- **Exercise prompt**: From the data that follows, print exactly the lines starting at the one containing "Parse this screenshot: labels, road" and ending at the one containing "Extract the structured"; include both of them and nothing more.

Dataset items
----
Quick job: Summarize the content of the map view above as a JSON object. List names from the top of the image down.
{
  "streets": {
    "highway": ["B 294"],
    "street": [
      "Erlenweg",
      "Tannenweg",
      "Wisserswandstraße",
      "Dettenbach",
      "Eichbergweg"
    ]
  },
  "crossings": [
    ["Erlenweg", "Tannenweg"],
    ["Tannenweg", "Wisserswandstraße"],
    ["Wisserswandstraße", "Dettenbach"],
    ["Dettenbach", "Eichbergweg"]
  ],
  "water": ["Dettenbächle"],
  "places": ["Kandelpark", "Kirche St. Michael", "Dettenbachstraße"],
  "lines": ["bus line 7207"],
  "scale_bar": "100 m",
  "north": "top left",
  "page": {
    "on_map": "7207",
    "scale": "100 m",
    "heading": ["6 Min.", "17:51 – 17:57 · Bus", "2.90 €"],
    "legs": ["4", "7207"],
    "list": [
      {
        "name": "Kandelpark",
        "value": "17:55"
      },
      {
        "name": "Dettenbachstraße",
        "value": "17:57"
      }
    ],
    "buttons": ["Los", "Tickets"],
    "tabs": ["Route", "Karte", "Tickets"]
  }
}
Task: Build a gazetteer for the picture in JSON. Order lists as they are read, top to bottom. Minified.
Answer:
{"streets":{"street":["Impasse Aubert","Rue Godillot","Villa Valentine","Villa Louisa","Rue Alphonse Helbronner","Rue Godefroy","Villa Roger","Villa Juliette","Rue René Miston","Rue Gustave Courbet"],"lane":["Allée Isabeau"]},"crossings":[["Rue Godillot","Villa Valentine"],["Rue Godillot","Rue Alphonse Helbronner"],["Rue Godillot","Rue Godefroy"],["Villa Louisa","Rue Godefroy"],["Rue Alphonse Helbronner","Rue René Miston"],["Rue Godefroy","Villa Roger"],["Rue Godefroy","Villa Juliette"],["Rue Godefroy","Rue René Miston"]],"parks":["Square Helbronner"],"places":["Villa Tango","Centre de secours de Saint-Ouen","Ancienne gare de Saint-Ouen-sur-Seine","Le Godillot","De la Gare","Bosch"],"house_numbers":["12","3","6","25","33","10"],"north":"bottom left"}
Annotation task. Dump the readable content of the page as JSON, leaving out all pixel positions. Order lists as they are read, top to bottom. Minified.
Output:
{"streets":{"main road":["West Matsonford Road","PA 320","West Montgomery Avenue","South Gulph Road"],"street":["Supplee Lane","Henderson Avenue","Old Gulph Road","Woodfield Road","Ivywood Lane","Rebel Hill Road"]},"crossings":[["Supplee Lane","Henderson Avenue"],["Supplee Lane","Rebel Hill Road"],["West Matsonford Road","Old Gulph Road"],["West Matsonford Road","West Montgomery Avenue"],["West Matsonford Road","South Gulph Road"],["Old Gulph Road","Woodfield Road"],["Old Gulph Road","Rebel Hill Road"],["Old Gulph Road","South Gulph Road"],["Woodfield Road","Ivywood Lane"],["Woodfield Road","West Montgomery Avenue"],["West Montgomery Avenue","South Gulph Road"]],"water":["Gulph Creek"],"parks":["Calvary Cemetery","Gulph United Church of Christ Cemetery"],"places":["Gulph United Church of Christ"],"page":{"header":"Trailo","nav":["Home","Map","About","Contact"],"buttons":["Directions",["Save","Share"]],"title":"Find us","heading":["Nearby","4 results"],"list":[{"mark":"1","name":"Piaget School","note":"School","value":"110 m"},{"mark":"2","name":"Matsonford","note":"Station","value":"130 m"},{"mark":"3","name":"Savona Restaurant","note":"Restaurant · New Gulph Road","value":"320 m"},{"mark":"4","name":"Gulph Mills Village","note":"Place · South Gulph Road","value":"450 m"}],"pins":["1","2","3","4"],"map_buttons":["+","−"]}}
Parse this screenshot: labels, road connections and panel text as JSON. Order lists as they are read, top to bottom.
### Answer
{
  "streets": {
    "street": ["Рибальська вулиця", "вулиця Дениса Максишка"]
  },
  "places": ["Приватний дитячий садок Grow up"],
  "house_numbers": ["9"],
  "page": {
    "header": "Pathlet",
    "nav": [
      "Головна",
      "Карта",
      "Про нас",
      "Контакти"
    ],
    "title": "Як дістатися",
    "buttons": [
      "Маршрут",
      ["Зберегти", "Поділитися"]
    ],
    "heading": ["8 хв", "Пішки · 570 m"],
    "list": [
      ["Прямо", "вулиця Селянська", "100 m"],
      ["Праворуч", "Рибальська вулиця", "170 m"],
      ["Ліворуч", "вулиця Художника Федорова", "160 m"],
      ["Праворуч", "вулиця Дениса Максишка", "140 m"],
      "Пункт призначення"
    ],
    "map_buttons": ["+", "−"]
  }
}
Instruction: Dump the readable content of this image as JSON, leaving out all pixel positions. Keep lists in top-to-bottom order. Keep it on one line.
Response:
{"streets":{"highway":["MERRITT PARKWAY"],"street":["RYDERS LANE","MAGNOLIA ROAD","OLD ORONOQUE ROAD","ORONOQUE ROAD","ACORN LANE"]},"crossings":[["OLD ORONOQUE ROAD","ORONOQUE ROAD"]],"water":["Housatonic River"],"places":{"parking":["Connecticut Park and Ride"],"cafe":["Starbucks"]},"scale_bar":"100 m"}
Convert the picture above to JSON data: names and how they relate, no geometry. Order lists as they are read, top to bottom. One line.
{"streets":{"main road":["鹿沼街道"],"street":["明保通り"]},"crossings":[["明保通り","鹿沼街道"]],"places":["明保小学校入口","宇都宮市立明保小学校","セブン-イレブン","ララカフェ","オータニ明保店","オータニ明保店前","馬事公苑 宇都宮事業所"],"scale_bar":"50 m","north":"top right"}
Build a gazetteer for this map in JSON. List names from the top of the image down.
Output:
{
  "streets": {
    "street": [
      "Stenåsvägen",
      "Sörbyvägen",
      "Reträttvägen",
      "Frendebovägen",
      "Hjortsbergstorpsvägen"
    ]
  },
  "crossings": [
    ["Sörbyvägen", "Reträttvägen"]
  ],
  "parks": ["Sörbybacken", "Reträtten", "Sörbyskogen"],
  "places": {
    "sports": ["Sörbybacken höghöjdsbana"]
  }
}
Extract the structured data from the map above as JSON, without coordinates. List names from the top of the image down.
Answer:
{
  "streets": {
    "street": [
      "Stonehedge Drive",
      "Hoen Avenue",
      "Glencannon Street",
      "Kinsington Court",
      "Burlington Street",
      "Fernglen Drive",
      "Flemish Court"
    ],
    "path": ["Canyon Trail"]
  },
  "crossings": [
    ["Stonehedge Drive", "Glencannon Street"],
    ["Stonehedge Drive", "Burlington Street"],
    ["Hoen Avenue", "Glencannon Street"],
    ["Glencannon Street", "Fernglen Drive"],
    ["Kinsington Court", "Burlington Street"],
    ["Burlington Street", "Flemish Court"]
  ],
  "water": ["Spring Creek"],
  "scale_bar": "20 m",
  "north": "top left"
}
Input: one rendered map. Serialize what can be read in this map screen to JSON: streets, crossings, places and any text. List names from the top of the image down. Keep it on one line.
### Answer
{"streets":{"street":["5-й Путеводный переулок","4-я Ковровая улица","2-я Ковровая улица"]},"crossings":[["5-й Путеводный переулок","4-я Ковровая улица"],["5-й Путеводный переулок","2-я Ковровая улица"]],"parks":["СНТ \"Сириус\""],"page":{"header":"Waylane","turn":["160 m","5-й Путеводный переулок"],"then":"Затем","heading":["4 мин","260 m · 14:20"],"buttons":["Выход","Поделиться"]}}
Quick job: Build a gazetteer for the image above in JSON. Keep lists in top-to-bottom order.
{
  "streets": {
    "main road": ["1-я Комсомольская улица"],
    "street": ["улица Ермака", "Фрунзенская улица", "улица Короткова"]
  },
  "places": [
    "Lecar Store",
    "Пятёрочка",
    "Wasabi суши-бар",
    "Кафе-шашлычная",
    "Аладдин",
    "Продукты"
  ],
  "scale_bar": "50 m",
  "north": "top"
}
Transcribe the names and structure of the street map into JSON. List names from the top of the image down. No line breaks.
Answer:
----
- **Solution to this exercise**:
Parse this screenshot: labels, road connections and panel text as JSON. Order lists as they are read, top to bottom.
### Answer
{
  "streets": {
    "street": ["Рибальська вулиця", "вулиця Дениса Максишка"]
  },
  "places": ["Приватний дитячий садок Grow up"],
  "house_numbers": ["9"],
  "page": {
    "header": "Pathlet",
    "nav": [
      "Головна",
      "Карта",
      "Про нас",
      "Контакти"
    ],
    "title": "Як дістатися",
    "buttons": [
      "Маршрут",
      ["Зберегти", "Поділитися"]
    ],
    "heading": ["8 хв", "Пішки · 570 m"],
    "list": [
      ["Прямо", "вулиця Селянська", "100 m"],
      ["Праворуч", "Рибальська вулиця", "170 m"],
      ["Ліворуч", "вулиця Художника Федорова", "160 m"],
      ["Праворуч", "вулиця Дениса Максишка", "140 m"],
      "Пункт призначення"
    ],
    "map_buttons": ["+", "−"]
  }
}
Instruction: Dump the readable content of this image as JSON, leaving out all pixel positions. Keep lists in top-to-bottom order. Keep it on one line.
Response:
{"streets":{"highway":["MERRITT PARKWAY"],"street":["RYDERS LANE","MAGNOLIA ROAD","OLD ORONOQUE ROAD","ORONOQUE ROAD","ACORN LANE"]},"crossings":[["OLD ORONOQUE ROAD","ORONOQUE ROAD"]],"water":["Housatonic River"],"places":{"parking":["Connecticut Park and Ride"],"cafe":["Starbucks"]},"scale_bar":"100 m"}
Convert the picture above to JSON data: names and how they relate, no geometry. Order lists as they are read, top to bottom. One line.
{"streets":{"main road":["鹿沼街道"],"street":["明保通り"]},"crossings":[["明保通り","鹿沼街道"]],"places":["明保小学校入口","宇都宮市立明保小学校","セブン-イレブン","ララカフェ","オータニ明保店","オータニ明保店前","馬事公苑 宇都宮事業所"],"scale_bar":"50 m","north":"top right"}
Build a gazetteer for this map in JSON. List names from the top of the image down.
Output:
{
  "streets": {
    "street": [
      "Stenåsvägen",
      "Sörbyvägen",
      "Reträttvägen",
      "Frendebovägen",
      "Hjortsbergstorpsvägen"
    ]
  },
  "crossings": [
    ["Sörbyvägen", "Reträttvägen"]
  ],
  "parks": ["Sörbybacken", "Reträtten", "Sörbyskogen"],
  "places": {
    "sports": ["Sörbybacken höghöjdsbana"]
  }
}
Extract the structured data from the map above as JSON, without coordinates. List names from the top of the image down.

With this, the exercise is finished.